## Problem statement
Take every entry below and copy it out word for word.

Records from a data collection
>>>>

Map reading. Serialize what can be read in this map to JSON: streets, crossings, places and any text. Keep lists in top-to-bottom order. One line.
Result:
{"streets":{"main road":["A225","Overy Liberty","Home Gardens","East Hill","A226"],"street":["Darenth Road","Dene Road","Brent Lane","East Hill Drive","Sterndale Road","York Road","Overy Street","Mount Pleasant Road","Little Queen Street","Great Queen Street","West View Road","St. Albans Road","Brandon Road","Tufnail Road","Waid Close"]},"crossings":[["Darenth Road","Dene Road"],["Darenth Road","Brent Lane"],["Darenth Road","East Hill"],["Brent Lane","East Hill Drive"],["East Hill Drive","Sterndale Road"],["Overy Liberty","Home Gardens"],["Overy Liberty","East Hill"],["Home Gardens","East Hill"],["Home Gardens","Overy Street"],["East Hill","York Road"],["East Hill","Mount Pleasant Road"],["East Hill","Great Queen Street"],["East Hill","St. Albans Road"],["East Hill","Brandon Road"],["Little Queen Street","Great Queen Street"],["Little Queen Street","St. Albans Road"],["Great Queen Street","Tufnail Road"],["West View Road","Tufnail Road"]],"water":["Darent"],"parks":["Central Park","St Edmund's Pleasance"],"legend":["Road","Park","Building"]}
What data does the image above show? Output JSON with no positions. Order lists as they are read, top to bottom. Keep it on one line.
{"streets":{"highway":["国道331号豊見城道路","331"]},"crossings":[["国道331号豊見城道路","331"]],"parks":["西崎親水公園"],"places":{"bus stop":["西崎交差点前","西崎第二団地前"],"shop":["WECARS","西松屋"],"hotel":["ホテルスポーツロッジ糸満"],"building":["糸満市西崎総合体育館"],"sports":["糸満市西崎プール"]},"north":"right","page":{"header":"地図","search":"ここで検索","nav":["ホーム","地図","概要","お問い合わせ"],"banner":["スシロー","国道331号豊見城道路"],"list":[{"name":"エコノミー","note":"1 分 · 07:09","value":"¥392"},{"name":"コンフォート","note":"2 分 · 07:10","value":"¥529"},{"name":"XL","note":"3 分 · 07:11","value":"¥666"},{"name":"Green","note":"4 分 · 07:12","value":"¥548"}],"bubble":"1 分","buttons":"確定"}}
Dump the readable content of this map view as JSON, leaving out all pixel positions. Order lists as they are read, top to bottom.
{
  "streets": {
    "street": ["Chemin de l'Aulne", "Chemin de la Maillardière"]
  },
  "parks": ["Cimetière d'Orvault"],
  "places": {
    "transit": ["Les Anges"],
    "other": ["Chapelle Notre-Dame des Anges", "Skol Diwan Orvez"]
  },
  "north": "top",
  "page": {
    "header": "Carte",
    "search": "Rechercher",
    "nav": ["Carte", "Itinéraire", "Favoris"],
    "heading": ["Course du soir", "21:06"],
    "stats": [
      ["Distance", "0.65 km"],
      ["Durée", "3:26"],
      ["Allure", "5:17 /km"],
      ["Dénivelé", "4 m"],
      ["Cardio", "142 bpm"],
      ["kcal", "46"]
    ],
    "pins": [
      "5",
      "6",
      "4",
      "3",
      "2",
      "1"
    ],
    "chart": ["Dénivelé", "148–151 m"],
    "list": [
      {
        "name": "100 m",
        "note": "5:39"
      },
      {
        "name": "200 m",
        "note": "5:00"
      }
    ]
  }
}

<<<<

## Result of the exercise
Map reading. Serialize what can be read in this map to JSON: streets, crossings, places and any text. Keep lists in top-to-bottom order. One line.
Result:
{"streets":{"main road":["A225","Overy Liberty","Home Gardens","East Hill","A226"],"street":["Darenth Road","Dene Road","Brent Lane","East Hill Drive","Sterndale Road","York Road","Overy Street","Mount Pleasant Road","Little Queen Street","Great Queen Street","West View Road","St. Albans Road","Brandon Road","Tufnail Road","Waid Close"]},"crossings":[["Darenth Road","Dene Road"],["Darenth Road","Brent Lane"],["Darenth Road","East Hill"],["Brent Lane","East Hill Drive"],["East Hill Drive","Sterndale Road"],["Overy Liberty","Home Gardens"],["Overy Liberty","East Hill"],["Home Gardens","East Hill"],["Home Gardens","Overy Street"],["East Hill","York Road"],["East Hill","Mount Pleasant Road"],["East Hill","Great Queen Street"],["East Hill","St. Albans Road"],["East Hill","Brandon Road"],["Little Queen Street","Great Queen Street"],["Little Queen Street","St. Albans Road"],["Great Queen Street","Tufnail Road"],["West View Road","Tufnail Road"]],"water":["Darent"],"parks":["Central Park","St Edmund's Pleasance"],"legend":["Road","Park","Building"]}
What data does the image above show? Output JSON with no positions. Order lists as they are read, top to bottom. Keep it on one line.
{"streets":{"highway":["国道331号豊見城道路","331"]},"crossings":[["国道331号豊見城道路","331"]],"parks":["西崎親水公園"],"places":{"bus stop":["西崎交差点前","西崎第二団地前"],"shop":["WECARS","西松屋"],"hotel":["ホテルスポーツロッジ糸満"],"building":["糸満市西崎総合体育館"],"sports":["糸満市西崎プール"]},"north":"right","page":{"header":"地図","search":"ここで検索","nav":["ホーム","地図","概要","お問い合わせ"],"banner":["スシロー","国道331号豊見城道路"],"list":[{"name":"エコノミー","note":"1 分 · 07:09","value":"¥392"},{"name":"コンフォート","note":"2 分 · 07:10","value":"¥529"},{"name":"XL","note":"3 分 · 07:11","value":"¥666"},{"name":"Green","note":"4 分 · 07:12","value":"¥548"}],"bubble":"1 分","buttons":"確定"}}
Dump the readable content of this map view as JSON, leaving out all pixel positions. Order lists as they are read, top to bottom.
{
  "streets": {
    "street": ["Chemin de l'Aulne", "Chemin de la Maillardière"]
  },
  "parks": ["Cimetière d'Orvault"],
  "places": {
    "transit": ["Les Anges"],
    "other": ["Chapelle Notre-Dame des Anges", "Skol Diwan Orvez"]
  },
  "north": "top",
  "page": {
    "header": "Carte",
    "search": "Rechercher",
    "nav": ["Carte", "Itinéraire", "Favoris"],
    "heading": ["Course du soir", "21:06"],
    "stats": [
      ["Distance", "0.65 km"],
      ["Durée", "3:26"],
      ["Allure", "5:17 /km"],
      ["Dénivelé", "4 m"],
      ["Cardio", "142 bpm"],
      ["kcal", "46"]
    ],
    "pins": [
      "5",
      "6",
      "4",
      "3",
      "2",
      "1"
    ],
    "chart": ["Dénivelé", "148–151 m"],
    "list": [
      {
        "name": "100 m",
        "note": "5:39"
      },
      {
        "name": "200 m",
        "note": "5:00"
      }
    ]
  }
}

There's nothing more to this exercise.